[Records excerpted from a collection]
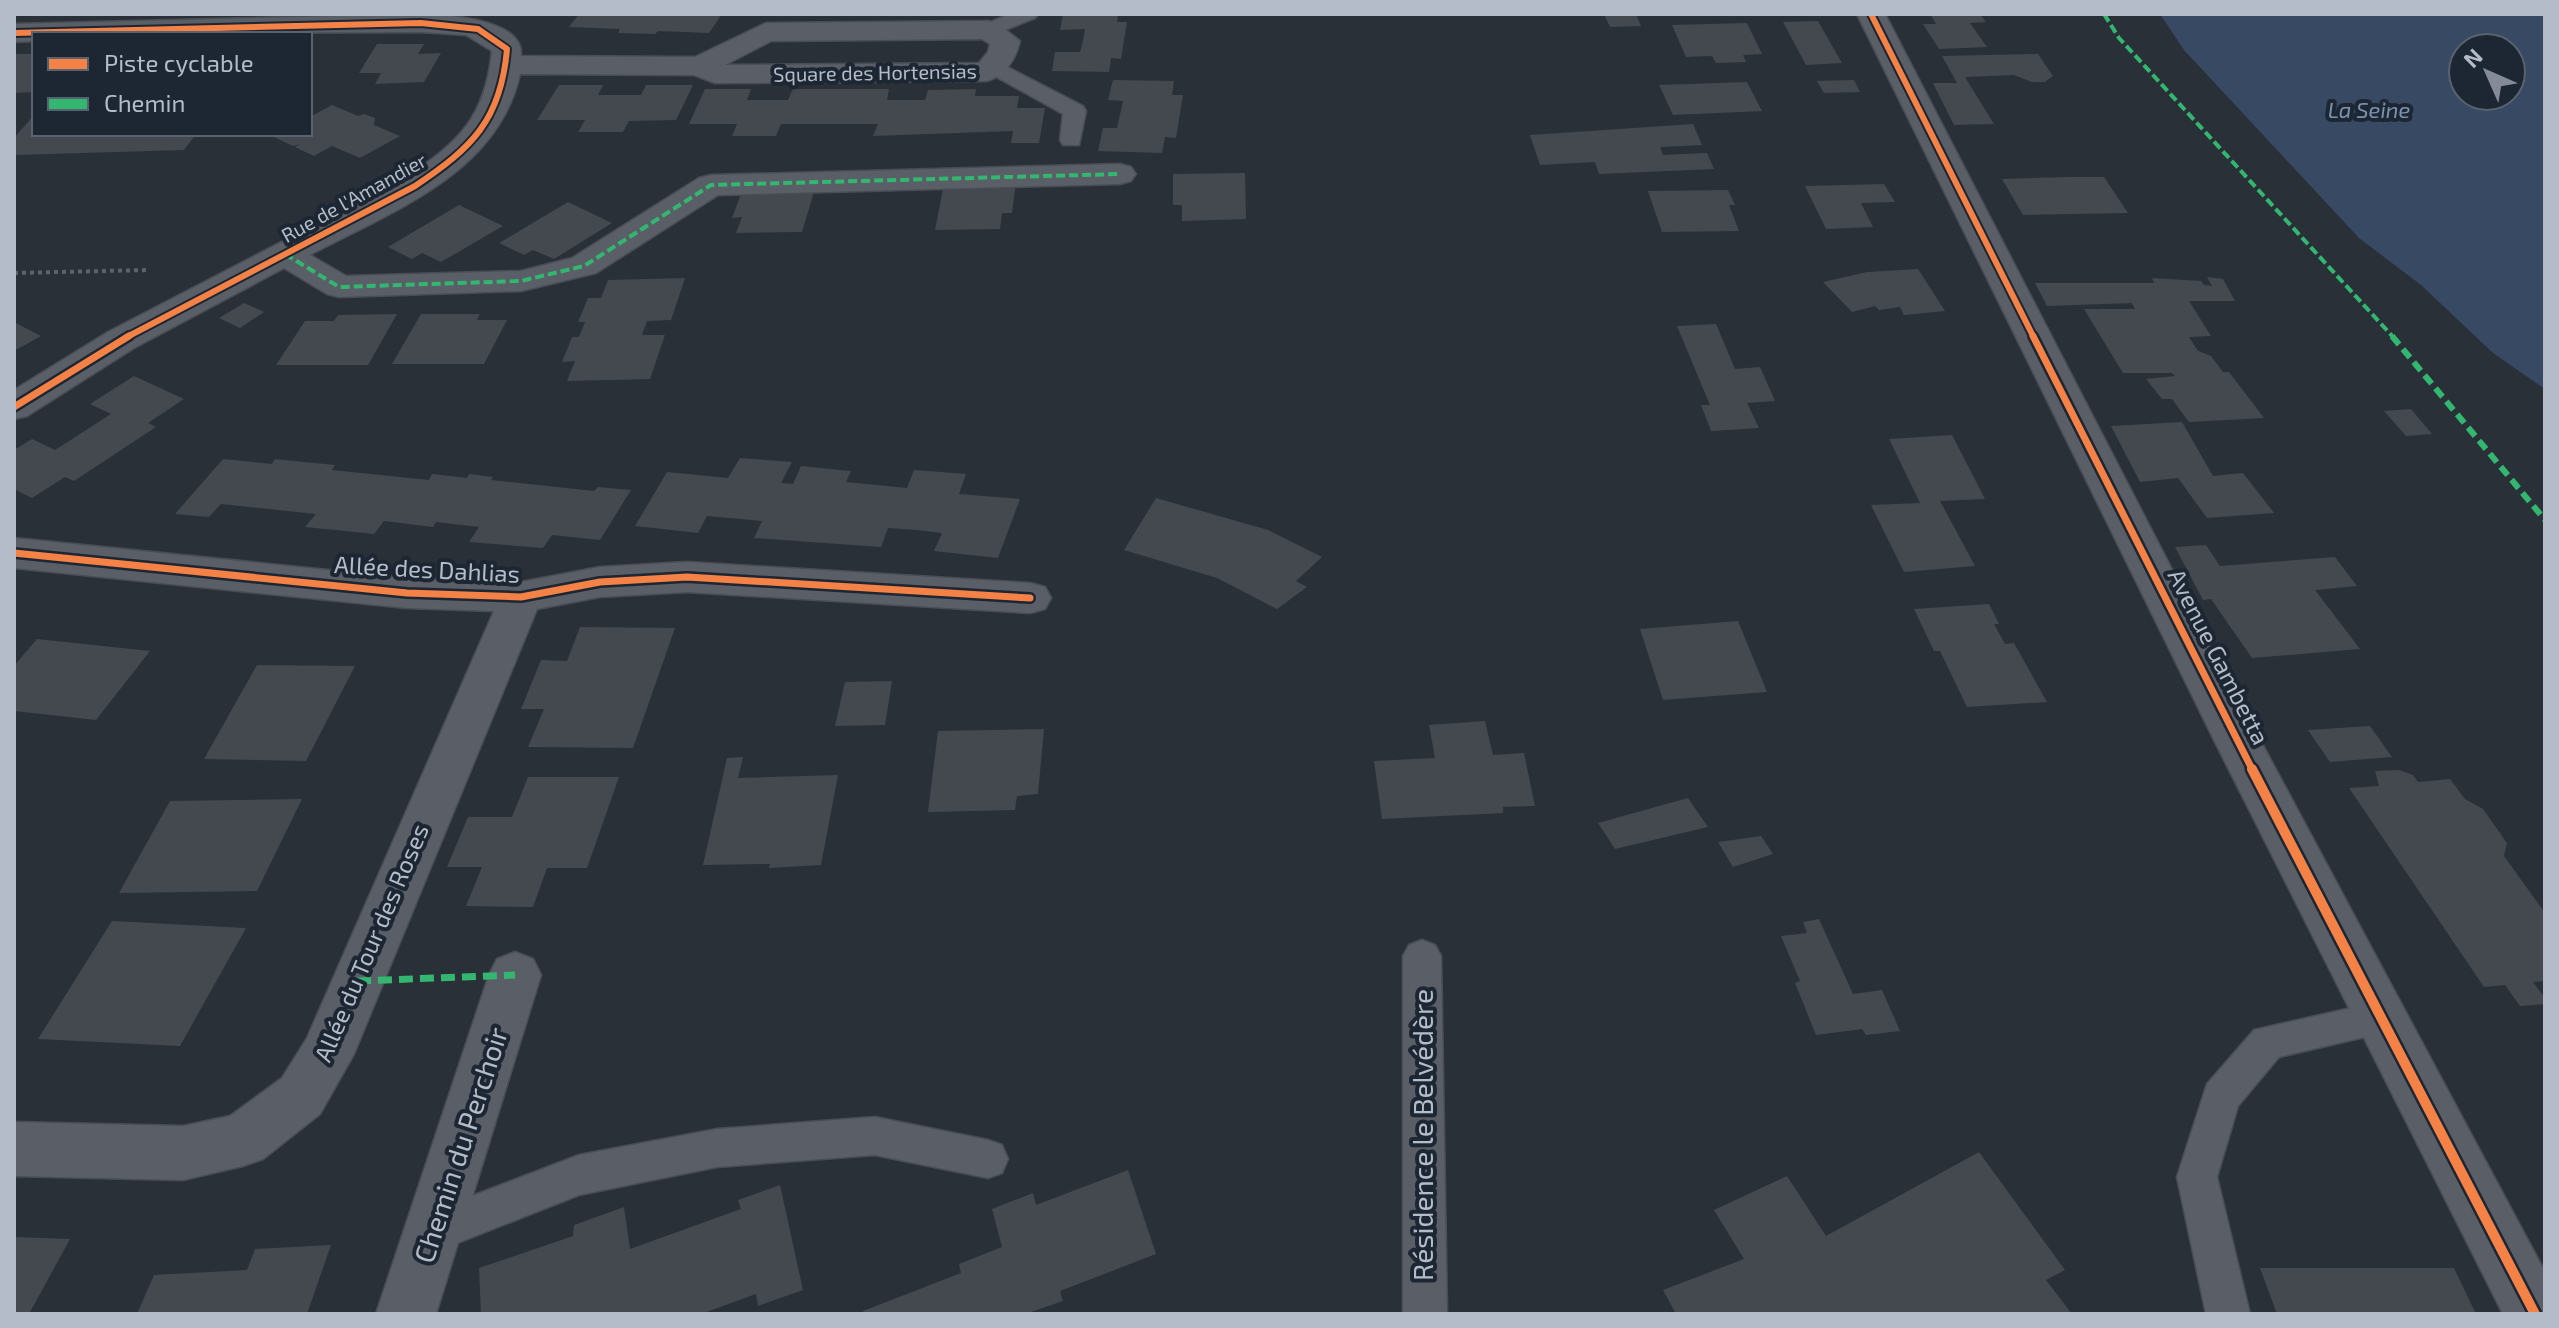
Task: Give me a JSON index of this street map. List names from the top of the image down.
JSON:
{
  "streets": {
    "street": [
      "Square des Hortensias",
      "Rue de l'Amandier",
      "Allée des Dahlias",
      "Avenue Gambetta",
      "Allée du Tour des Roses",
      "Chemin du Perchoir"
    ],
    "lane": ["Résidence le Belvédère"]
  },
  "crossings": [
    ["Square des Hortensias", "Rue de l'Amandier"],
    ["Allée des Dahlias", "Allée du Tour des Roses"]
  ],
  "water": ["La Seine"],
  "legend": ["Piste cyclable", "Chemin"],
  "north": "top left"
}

[TASK PROMPT] No pictures should appear in the copy, and each record above is to be returned exactly.

[THE COMPLETED TASK]
Task: Give me a JSON index of this street map. List names from the top of the image down.
JSON:
{
  "streets": {
    "street": [
      "Square des Hortensias",
      "Rue de l'Amandier",
      "Allée des Dahlias",
      "Avenue Gambetta",
      "Allée du Tour des Roses",
      "Chemin du Perchoir"
    ],
    "lane": ["Résidence le Belvédère"]
  },
  "crossings": [
    ["Square des Hortensias", "Rue de l'Amandier"],
    ["Allée des Dahlias", "Allée du Tour des Roses"]
  ],
  "water": ["La Seine"],
  "legend": ["Piste cyclable", "Chemin"],
  "north": "top left"
}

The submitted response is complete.